**ABOUT THIS EXERCISE**
Read the records below and report each line in which "Américo" occurs.

**MATERIAL FOR THE TASK**
.....

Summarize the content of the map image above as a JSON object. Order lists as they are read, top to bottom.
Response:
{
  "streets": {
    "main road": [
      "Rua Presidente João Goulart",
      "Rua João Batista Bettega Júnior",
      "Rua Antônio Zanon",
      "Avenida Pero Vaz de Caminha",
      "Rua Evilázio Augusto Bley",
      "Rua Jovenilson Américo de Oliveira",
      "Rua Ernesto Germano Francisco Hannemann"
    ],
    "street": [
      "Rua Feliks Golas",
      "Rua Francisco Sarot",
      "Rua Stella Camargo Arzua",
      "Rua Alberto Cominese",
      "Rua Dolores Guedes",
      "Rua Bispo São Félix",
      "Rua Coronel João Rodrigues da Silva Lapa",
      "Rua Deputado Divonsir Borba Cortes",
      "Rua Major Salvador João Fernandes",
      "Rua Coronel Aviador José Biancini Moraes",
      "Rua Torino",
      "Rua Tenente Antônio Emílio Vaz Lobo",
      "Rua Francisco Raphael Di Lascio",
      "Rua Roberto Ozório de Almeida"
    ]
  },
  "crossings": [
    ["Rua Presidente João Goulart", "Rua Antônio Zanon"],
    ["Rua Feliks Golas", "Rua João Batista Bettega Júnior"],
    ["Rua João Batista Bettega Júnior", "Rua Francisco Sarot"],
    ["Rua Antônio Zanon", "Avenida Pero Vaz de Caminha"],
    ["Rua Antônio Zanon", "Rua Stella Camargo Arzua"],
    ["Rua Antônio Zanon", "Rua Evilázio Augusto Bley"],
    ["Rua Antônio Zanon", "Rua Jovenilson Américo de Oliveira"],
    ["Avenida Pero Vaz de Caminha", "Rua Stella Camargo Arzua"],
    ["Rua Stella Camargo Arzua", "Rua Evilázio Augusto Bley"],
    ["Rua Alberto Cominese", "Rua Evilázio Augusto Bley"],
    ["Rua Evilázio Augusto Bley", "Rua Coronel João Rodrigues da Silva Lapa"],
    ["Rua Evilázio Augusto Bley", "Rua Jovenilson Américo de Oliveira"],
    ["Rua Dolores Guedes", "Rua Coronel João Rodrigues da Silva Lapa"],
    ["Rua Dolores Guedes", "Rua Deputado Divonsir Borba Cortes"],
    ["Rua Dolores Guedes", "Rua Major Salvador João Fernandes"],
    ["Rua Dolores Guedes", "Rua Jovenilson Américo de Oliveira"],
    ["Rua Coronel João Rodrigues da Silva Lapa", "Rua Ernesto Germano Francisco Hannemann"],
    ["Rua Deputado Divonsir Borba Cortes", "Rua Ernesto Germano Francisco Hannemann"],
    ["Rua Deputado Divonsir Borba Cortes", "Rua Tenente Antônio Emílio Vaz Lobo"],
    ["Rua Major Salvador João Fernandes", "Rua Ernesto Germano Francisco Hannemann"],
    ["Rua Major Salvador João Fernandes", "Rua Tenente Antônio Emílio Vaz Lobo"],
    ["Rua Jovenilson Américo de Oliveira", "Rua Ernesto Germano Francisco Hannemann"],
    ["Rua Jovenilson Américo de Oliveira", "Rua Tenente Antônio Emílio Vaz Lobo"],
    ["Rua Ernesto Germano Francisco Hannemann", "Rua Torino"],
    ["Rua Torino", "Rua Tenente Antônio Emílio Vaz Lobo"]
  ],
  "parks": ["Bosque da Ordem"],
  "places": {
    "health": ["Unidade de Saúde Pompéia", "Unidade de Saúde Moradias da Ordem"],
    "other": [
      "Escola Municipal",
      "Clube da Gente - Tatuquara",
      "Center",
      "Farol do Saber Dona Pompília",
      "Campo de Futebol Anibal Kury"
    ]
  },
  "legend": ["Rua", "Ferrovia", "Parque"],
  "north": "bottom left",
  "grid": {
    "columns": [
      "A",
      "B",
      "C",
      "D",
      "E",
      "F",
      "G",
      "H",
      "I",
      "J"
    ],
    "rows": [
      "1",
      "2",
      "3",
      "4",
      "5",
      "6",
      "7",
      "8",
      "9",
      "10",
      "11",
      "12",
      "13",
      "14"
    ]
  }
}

.....

**EXPECTED OUTPUT**
      "Rua Jovenilson Américo de Oliveira",
    ["Rua Antônio Zanon", "Rua Jovenilson Américo de Oliveira"],
    ["Rua Evilázio Augusto Bley", "Rua Jovenilson Américo de Oliveira"],
    ["Rua Dolores Guedes", "Rua Jovenilson Américo de Oliveira"],
    ["Rua Jovenilson Américo de Oliveira", "Rua Ernesto Germano Francisco Hannemann"],
    ["Rua Jovenilson Américo de Oliveira", "Rua Tenente Antônio Emílio Vaz Lobo"],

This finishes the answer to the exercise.